Jantzen J P
Klinik für Anaesthesiologie, Johannes Gutenberg-Universität Mainz.
Anaesthesist. 1988 Aug;37(8):458-69.
General anesthesia has been in use for ophthalmic surgery since 1847. The subsequent predominance of local anesthetic techniques made ophthalmic anesthesia the "Cinderella of anesthesia services" until its clinical and scientific rehabilitation in the second half of this century. Precise control of intraocular tension is an accepted advantage of general anesthesia. The exercise of such control requires understanding of intraocular physiology and the effects exerted by anesthetic techniques. Hence, the impact of anesthetic drugs on intraocular pressure (IOP) must be considered when ophthalmic surgery is to be carried out under general anesthesia. Intravenous anesthetics and volatile agents reduce IOP, with the possible exception of ketamine. Underlying mechanisms include a direct effect on cerebral IOP control centers and indirect effects mediated through the balance between production and drainage of aqueous humor, general circulation and ocular muscle tone. IOP is likely to be elevated during induction and recovery. Currently suggested measures to prevent the increase in IOP associated with laryngoscopic tracheal intubation facilitated by succinylcholine include oral premedication with clonidine, intravenous administration of lidocaine 3 min prior to laryngoscopy, and anesthetic induction with propofol or narcotics. Non depolarizing neuromuscular blocking drugs either do not affect IOP or produce a slight decrease; depolarizing muscle relaxants increase IOP. It remains controversial whether this effect, which is pronounced with succinylcholine, may be reliably abolished by any concomitant medication. The new competitive relaxants atracurium and vecuronium provide stable conditions with respect to IOP and systemic circulation, combined with a rapid onset and intermediate duration of action.

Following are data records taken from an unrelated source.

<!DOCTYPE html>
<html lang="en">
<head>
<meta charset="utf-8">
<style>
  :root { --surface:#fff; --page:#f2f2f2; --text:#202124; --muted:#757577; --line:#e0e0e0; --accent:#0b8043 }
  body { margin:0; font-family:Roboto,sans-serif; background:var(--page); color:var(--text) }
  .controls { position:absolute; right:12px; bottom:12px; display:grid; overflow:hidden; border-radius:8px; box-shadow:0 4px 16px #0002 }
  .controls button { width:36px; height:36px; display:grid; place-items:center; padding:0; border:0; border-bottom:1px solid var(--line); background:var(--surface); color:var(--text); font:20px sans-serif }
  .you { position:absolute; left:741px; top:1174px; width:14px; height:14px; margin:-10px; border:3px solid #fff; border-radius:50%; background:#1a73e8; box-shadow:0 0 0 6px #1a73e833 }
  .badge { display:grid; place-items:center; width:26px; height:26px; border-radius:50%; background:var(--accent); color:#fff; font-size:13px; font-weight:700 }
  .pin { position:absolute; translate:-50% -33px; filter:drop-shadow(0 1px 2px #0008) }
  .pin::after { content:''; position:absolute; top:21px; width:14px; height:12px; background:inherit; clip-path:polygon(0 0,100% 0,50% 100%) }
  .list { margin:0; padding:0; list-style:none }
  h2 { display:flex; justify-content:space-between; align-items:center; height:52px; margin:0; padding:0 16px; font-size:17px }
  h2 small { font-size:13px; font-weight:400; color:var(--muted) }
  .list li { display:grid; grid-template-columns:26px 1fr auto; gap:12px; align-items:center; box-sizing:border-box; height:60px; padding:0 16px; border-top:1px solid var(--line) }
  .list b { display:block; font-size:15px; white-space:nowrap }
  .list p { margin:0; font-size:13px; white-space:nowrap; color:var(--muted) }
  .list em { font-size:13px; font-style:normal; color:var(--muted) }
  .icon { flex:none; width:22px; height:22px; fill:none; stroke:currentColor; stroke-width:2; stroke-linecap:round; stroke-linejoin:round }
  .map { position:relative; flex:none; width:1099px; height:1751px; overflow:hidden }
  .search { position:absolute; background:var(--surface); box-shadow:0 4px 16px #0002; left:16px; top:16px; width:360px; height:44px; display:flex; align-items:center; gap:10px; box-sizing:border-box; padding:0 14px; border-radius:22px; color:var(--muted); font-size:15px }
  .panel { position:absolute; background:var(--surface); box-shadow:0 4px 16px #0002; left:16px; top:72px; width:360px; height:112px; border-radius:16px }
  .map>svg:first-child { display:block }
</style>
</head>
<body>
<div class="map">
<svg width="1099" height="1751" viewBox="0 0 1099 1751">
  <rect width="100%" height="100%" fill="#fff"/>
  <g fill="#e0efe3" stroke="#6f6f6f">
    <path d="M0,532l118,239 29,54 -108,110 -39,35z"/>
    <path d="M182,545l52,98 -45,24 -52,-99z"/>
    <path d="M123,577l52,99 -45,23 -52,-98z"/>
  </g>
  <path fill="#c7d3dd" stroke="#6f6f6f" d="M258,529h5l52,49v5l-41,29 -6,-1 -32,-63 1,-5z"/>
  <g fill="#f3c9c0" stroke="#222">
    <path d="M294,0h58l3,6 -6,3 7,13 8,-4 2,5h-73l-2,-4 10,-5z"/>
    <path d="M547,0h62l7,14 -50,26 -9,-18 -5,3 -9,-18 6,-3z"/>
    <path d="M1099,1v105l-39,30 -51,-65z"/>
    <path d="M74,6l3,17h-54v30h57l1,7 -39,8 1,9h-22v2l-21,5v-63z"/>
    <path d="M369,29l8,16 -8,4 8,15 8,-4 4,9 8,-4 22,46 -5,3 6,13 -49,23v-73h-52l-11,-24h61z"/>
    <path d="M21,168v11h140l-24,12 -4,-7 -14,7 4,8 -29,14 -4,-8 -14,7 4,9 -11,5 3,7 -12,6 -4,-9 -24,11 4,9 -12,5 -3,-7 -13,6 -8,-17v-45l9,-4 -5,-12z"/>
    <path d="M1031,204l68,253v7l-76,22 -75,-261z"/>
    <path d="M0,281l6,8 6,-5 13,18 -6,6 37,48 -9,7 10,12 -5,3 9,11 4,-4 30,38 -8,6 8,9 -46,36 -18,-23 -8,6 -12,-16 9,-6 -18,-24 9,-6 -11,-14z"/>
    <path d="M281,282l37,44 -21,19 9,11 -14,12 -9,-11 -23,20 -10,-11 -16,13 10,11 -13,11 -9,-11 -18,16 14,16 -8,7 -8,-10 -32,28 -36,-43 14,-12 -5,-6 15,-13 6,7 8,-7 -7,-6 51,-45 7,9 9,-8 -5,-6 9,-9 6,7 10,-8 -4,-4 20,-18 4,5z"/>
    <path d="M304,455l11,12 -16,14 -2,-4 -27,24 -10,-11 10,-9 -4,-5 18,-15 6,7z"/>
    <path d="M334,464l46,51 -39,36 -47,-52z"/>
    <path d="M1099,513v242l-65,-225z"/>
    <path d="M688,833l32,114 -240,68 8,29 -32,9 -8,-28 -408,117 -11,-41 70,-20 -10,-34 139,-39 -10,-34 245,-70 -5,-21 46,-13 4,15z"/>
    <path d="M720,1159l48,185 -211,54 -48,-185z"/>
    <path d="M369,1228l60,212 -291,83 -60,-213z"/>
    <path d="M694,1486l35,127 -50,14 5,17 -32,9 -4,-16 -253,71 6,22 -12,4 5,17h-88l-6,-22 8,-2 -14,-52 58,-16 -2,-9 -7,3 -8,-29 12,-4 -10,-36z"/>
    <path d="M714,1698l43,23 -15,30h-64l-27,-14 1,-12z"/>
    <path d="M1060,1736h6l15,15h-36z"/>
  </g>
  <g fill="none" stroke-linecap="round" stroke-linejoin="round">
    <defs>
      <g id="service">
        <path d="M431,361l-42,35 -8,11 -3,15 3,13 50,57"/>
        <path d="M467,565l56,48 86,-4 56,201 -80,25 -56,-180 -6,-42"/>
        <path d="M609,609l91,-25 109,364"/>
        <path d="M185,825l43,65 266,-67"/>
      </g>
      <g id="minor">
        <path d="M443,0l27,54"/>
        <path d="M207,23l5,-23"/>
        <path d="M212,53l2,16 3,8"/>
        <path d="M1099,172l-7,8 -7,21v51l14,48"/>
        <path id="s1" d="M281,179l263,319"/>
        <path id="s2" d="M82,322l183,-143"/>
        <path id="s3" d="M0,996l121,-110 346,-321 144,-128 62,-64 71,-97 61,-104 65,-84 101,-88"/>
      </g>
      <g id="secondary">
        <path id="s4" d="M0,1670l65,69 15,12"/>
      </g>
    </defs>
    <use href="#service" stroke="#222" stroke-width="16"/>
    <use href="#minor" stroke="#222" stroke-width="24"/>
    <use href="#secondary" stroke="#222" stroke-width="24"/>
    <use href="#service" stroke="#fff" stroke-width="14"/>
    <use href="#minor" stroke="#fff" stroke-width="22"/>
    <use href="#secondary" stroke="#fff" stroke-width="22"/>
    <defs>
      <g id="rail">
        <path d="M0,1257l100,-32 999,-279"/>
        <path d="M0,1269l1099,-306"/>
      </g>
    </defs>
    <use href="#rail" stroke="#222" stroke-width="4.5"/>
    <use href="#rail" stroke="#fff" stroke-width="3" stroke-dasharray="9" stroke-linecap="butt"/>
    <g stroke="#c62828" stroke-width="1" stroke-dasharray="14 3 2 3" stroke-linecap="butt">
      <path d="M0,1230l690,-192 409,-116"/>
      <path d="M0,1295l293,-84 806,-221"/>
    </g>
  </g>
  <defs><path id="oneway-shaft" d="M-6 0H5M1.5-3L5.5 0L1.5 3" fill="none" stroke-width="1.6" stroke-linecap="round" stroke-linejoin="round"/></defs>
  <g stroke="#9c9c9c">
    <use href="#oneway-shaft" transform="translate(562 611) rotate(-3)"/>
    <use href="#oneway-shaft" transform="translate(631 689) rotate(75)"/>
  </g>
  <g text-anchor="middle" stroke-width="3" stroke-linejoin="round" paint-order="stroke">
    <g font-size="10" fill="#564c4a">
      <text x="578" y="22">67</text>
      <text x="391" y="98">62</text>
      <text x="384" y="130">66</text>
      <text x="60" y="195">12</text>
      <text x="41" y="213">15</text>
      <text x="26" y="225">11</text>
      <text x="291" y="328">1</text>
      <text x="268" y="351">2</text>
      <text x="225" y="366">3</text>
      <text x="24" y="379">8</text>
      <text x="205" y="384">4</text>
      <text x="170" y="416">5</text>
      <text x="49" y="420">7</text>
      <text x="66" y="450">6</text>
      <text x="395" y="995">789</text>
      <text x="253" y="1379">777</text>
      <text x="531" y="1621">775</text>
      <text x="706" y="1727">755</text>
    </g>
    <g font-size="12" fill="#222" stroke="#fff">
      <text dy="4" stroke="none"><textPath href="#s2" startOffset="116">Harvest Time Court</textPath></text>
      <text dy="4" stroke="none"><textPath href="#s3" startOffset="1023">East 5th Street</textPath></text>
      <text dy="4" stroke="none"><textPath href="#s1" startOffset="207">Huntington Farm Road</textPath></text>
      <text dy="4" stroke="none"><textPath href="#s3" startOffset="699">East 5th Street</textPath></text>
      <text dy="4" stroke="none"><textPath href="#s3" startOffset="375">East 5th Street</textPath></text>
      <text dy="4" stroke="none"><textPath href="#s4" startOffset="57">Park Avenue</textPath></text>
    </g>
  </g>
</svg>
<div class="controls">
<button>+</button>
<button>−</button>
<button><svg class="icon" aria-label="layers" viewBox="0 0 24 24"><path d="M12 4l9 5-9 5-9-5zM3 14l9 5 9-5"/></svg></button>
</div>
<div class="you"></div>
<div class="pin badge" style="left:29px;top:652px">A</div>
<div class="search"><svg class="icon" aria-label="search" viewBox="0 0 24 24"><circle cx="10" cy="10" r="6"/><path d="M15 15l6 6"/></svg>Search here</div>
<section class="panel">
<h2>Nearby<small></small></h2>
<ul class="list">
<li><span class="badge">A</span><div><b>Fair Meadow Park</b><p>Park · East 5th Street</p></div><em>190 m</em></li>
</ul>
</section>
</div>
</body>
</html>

自1847年以来,全身麻醉就已应用于眼科手术。随后局部麻醉技术占据主导地位,使得眼科麻醉成为“麻醉服务中的灰姑娘”,直至本世纪下半叶其在临床和科学领域得到复兴。精确控制眼内压是全身麻醉公认的优势。要实现这种控制,需要了解眼内生理学以及麻醉技术所产生的影响。因此,在全身麻醉下进行眼科手术时,必须考虑麻醉药物对眼内压(IOP)的影响。静脉麻醉药和挥发性麻醉剂可降低眼内压,但氯胺酮可能除外。其潜在机制包括对脑内眼内压控制中心的直接作用以及通过房水生成与引流、体循环和眼肌张力之间的平衡介导的间接作用。在诱导期和恢复期眼内压可能会升高。目前建议的预防与琥珀酰胆碱辅助喉镜气管插管相关的眼内压升高的措施包括口服可乐定进行术前用药、在喉镜检查前3分钟静脉注射利多卡因以及用丙泊酚或麻醉性镇痛药进行麻醉诱导。非去极化神经肌肉阻滞药要么不影响眼内压,要么使其略有降低;去极化肌松药会使眼内压升高。琥珀酰胆碱引起的这种明显效应是否能被任何辅助用药可靠消除仍存在争议。新型竞争性肌松药阿曲库铵和维库溴铵在眼内压和体循环方面提供稳定条件,起效迅速且作用持续时间适中。